● **What you will do**:
Where a line of the records holds the string "linejoin", copy that line.

● **Collected data entries**:
● ● ● ● ●

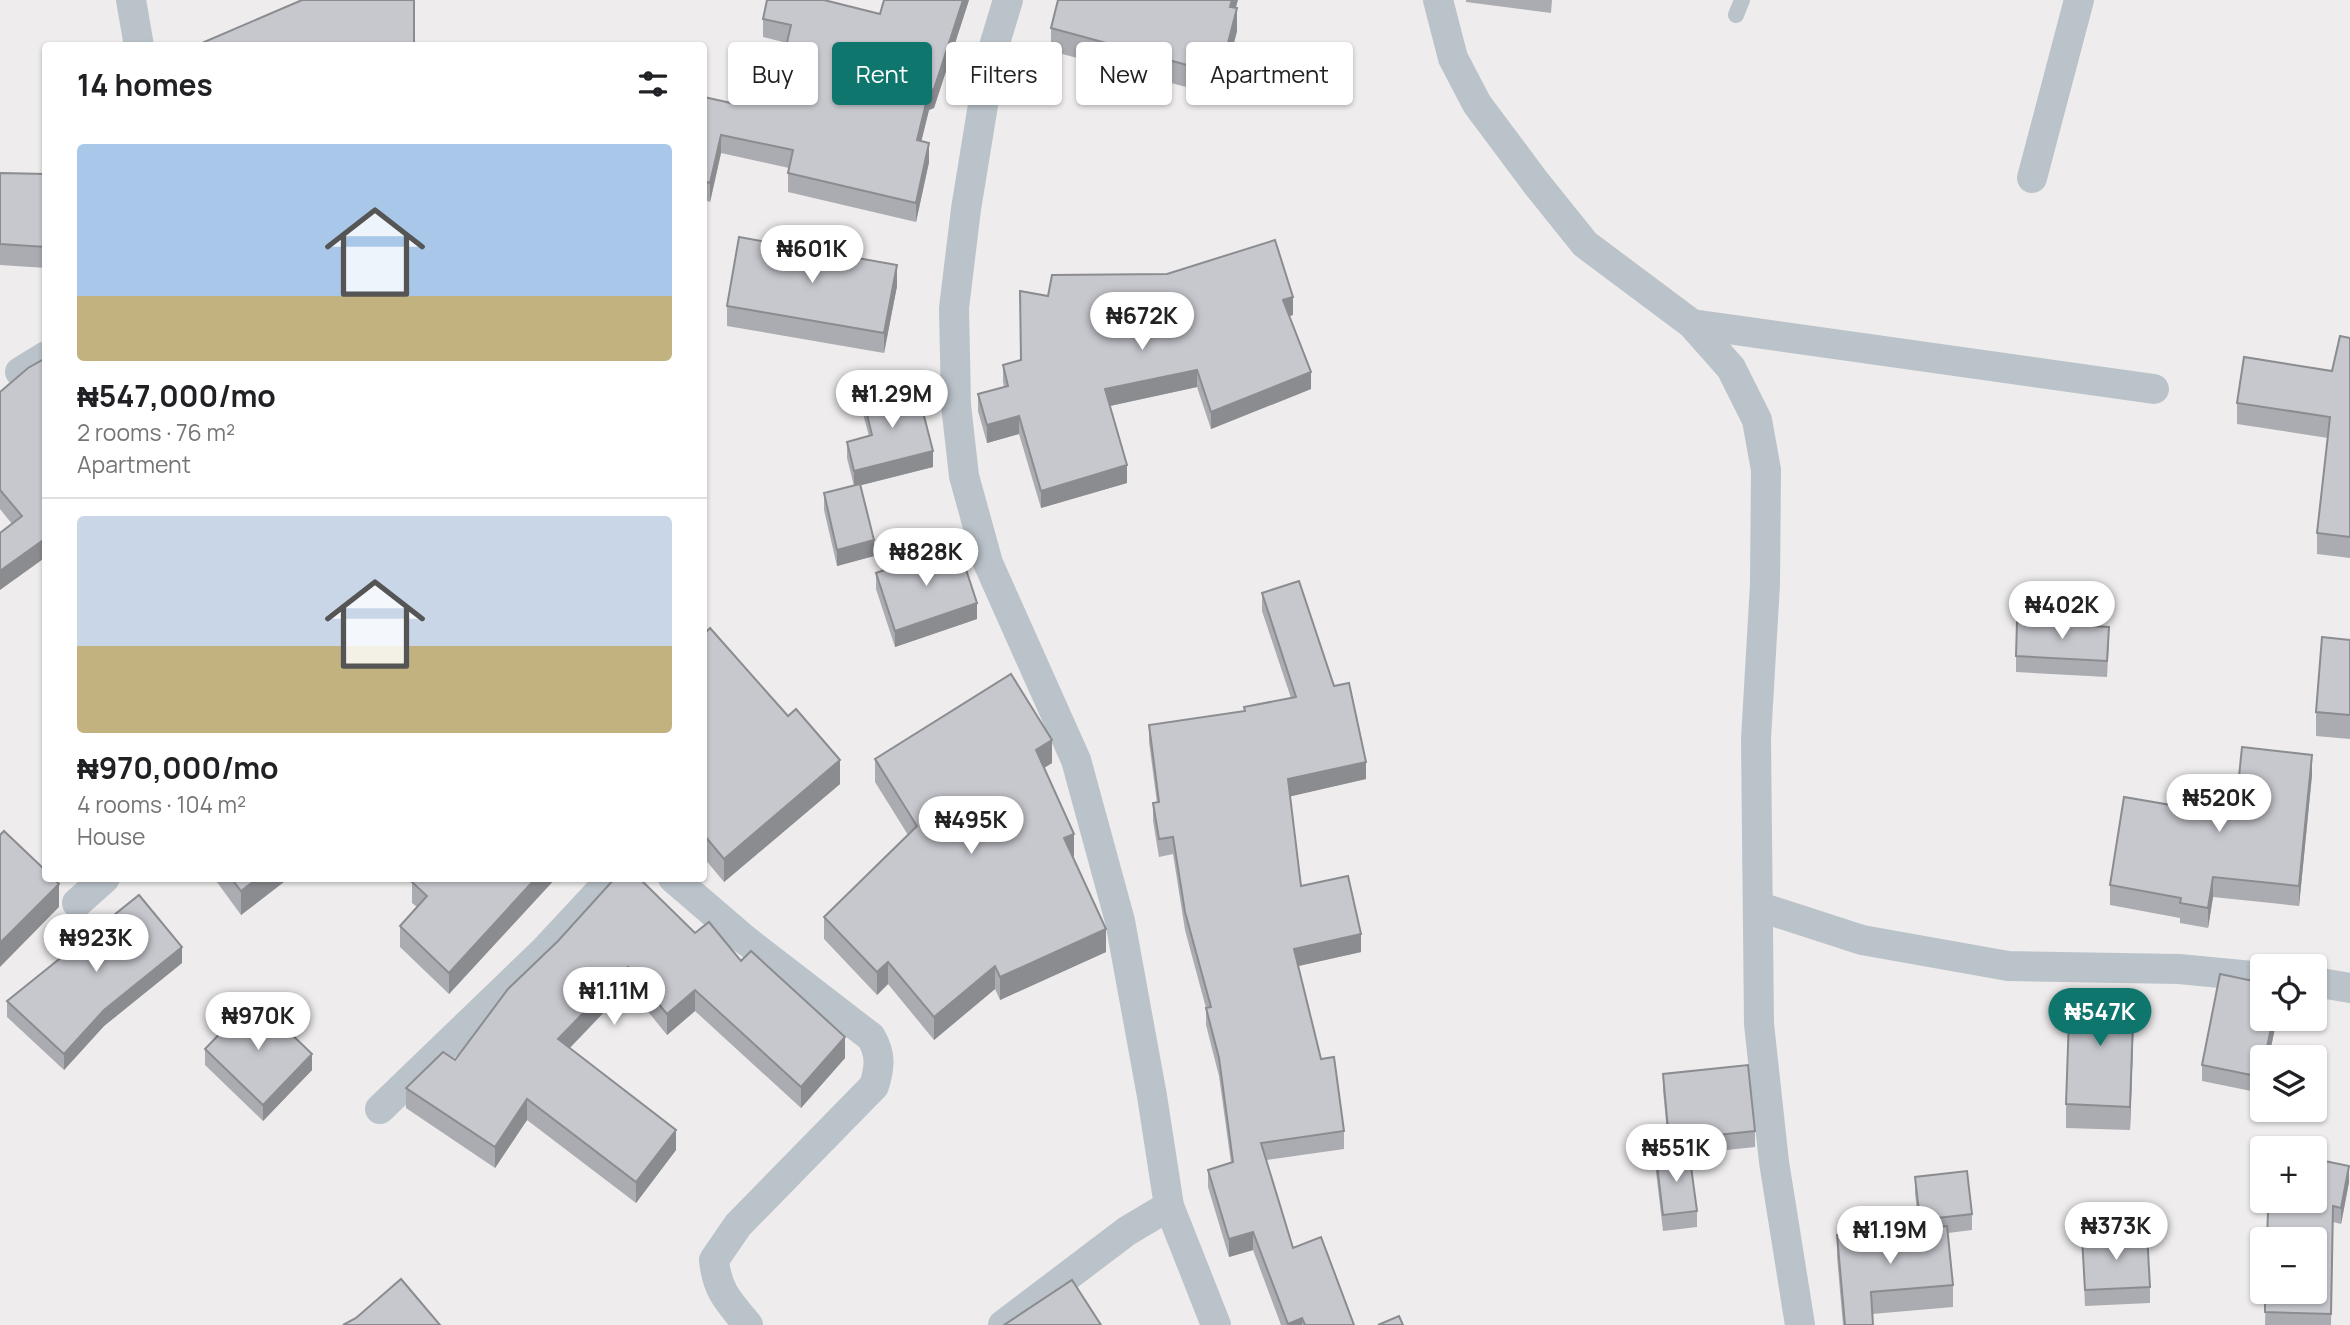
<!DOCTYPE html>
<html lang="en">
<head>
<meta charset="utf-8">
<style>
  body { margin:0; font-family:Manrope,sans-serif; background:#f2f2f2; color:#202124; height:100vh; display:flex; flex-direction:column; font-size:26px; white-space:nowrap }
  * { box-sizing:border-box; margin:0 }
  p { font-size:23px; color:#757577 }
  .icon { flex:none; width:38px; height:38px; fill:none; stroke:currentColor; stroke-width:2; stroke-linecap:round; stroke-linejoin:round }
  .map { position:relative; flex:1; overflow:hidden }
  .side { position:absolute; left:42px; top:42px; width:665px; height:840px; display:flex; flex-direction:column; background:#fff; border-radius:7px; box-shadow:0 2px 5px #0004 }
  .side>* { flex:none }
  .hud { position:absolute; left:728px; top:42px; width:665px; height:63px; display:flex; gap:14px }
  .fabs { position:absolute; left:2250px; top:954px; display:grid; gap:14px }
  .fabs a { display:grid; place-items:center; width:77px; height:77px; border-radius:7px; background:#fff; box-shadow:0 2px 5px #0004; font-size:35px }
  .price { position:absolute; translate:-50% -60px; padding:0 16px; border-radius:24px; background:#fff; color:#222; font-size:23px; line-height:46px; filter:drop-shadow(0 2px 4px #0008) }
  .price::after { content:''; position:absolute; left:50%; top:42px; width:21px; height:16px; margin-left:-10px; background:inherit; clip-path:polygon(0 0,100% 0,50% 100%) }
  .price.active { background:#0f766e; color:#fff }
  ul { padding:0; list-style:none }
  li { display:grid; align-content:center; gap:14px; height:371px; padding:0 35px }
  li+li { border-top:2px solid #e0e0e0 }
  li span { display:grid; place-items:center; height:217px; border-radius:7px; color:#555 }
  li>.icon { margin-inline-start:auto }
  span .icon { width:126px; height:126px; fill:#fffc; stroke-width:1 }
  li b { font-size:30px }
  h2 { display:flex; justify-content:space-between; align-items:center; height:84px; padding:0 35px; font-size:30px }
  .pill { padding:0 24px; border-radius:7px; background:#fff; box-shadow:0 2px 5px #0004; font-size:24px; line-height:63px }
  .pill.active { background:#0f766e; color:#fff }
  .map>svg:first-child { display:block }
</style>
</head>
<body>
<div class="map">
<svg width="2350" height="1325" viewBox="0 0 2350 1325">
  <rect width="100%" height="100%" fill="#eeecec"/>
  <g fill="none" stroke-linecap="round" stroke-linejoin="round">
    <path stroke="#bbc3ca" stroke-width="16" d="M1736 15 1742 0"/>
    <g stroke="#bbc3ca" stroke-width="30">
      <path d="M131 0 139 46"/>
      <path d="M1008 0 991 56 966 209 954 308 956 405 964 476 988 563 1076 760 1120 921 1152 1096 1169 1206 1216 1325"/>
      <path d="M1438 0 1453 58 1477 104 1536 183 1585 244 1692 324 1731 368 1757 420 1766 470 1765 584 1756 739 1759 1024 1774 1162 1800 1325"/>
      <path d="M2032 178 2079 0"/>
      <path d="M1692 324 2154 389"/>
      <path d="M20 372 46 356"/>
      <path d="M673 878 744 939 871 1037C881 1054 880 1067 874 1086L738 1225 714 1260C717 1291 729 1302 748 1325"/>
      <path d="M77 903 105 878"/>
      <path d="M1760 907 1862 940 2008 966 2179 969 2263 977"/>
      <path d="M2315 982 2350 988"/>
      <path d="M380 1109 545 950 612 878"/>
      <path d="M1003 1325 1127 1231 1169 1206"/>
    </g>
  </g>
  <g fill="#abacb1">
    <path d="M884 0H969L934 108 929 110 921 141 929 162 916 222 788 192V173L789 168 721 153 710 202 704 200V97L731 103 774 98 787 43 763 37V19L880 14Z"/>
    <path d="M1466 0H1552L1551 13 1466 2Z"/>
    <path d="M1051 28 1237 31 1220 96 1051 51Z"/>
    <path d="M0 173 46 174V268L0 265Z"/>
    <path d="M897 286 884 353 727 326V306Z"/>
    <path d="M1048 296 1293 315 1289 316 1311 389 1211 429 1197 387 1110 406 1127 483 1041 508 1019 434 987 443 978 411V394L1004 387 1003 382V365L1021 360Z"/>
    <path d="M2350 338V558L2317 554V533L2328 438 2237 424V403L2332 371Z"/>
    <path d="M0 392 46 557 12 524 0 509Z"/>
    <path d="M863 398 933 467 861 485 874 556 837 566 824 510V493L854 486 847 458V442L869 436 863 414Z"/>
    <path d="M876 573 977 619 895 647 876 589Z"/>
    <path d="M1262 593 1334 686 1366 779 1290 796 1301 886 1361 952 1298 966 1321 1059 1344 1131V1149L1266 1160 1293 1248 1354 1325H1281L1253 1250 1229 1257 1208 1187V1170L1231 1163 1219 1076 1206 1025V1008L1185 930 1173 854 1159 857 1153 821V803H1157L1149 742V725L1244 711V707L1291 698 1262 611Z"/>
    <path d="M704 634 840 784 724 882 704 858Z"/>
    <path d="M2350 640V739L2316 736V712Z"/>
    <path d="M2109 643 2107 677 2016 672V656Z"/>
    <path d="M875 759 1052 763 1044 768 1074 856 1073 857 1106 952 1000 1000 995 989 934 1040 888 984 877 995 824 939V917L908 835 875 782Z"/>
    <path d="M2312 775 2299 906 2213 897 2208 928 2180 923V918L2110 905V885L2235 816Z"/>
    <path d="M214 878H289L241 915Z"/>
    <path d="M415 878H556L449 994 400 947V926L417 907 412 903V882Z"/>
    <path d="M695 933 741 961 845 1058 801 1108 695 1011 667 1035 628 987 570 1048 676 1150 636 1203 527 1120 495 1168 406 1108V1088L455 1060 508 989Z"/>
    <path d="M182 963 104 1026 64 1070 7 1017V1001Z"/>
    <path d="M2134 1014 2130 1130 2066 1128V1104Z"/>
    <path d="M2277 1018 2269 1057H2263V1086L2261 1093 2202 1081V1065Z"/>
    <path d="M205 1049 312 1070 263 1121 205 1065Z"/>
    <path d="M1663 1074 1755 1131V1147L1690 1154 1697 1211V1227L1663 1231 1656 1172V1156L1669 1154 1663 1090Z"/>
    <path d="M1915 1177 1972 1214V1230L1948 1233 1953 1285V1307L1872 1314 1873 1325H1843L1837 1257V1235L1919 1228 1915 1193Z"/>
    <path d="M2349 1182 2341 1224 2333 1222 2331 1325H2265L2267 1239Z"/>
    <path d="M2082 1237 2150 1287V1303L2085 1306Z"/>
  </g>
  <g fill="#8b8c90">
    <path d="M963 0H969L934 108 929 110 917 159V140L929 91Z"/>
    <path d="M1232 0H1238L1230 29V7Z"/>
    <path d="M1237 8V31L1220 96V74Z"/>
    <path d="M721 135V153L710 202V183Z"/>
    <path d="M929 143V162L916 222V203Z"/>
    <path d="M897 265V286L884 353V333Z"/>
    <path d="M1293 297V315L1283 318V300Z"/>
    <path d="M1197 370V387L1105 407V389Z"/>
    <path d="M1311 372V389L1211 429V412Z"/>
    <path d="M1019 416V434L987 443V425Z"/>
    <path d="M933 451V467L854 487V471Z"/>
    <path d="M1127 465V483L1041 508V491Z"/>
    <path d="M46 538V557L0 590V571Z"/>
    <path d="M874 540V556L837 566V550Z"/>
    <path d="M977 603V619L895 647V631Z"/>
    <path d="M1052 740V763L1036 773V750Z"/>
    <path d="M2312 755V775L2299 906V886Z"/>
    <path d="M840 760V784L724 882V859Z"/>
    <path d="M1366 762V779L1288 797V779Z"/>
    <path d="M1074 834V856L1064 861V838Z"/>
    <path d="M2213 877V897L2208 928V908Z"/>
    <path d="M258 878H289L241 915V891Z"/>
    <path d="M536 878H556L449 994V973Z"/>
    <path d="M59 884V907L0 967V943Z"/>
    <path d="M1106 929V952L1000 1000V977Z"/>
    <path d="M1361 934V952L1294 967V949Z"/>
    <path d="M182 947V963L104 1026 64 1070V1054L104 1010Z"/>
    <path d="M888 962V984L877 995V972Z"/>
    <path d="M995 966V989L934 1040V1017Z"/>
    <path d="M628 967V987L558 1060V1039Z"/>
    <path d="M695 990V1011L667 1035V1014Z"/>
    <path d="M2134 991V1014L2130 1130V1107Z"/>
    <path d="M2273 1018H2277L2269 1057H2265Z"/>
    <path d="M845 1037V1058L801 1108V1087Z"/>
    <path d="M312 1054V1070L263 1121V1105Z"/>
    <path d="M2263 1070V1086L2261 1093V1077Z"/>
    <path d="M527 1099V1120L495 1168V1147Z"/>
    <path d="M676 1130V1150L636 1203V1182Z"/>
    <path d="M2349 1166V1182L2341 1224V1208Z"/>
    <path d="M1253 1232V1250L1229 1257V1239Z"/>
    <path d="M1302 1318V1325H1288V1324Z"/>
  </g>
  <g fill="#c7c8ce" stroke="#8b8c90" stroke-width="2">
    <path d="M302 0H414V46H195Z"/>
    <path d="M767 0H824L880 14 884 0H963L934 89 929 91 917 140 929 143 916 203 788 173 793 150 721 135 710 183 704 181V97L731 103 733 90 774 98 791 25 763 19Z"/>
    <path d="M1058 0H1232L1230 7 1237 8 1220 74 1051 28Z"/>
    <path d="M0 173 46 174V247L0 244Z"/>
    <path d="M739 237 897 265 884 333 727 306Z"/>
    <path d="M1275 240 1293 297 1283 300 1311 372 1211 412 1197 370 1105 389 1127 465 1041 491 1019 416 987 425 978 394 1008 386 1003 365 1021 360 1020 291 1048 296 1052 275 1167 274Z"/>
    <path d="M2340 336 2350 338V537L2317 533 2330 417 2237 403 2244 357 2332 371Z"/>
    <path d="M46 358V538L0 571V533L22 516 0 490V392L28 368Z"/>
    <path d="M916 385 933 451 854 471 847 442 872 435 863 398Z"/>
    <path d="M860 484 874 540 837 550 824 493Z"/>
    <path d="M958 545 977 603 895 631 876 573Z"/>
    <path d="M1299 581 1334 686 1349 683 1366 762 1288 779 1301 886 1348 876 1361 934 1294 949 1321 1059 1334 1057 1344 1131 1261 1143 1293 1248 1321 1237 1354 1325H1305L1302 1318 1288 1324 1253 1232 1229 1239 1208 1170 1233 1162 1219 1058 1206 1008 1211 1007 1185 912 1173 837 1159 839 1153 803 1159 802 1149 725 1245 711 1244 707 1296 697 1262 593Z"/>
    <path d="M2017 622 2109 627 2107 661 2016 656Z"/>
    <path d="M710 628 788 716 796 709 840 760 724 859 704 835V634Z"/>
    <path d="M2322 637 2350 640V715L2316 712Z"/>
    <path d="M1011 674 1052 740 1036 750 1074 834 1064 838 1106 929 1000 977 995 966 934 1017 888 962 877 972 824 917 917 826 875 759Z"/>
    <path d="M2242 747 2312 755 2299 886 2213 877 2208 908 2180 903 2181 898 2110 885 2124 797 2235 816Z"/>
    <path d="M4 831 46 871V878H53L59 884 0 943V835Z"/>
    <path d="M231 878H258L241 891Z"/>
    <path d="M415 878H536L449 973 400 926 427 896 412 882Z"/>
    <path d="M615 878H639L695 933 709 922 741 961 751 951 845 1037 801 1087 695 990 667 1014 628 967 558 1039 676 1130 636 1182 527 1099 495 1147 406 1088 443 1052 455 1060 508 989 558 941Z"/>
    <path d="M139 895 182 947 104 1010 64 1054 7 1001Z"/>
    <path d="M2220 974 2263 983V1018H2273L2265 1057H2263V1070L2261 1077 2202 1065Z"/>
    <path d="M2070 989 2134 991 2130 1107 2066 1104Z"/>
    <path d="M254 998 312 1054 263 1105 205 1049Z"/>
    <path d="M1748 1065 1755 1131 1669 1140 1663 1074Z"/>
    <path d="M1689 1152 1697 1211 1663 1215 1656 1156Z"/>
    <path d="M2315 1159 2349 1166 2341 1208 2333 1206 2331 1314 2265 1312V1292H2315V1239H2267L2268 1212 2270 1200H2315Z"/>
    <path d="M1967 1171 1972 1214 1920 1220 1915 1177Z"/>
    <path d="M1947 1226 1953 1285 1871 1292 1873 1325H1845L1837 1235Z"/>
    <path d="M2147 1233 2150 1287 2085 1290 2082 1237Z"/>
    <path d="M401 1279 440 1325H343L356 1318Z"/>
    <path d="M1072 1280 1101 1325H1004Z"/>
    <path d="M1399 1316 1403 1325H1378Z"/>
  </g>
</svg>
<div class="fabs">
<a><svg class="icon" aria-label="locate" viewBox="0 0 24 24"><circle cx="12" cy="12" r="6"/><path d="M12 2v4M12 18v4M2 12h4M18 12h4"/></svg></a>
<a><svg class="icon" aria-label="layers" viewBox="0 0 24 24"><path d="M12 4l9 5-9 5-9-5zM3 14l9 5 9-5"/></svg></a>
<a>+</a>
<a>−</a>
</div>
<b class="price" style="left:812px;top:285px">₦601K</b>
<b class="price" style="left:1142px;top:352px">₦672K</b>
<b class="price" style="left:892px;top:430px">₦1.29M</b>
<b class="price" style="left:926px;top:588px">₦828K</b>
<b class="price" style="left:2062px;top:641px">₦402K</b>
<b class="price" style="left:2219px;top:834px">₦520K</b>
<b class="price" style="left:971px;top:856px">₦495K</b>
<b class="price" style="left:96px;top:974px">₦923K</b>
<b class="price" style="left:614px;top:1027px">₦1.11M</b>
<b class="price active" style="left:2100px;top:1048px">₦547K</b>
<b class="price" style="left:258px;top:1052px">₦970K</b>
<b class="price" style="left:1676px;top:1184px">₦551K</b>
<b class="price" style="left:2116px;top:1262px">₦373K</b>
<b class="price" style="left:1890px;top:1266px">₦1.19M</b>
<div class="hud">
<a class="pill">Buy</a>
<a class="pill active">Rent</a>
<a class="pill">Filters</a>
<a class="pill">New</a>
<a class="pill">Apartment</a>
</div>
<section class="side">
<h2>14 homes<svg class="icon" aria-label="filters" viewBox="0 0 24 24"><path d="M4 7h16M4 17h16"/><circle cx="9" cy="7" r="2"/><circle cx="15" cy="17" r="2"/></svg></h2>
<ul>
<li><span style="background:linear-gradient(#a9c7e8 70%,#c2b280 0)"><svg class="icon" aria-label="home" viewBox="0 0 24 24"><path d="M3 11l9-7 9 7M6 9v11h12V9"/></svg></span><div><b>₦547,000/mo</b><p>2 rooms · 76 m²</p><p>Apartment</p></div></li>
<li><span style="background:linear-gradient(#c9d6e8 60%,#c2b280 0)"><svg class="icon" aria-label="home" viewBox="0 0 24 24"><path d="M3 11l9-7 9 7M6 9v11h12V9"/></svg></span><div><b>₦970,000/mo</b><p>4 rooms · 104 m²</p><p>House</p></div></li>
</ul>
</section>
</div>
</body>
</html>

● ● ● ● ●

● **Solved problem**:
  .icon { flex:none; width:38px; height:38px; fill:none; stroke:currentColor; stroke-width:2; stroke-linecap:round; stroke-linejoin:round }
  <g fill="none" stroke-linecap="round" stroke-linejoin="round">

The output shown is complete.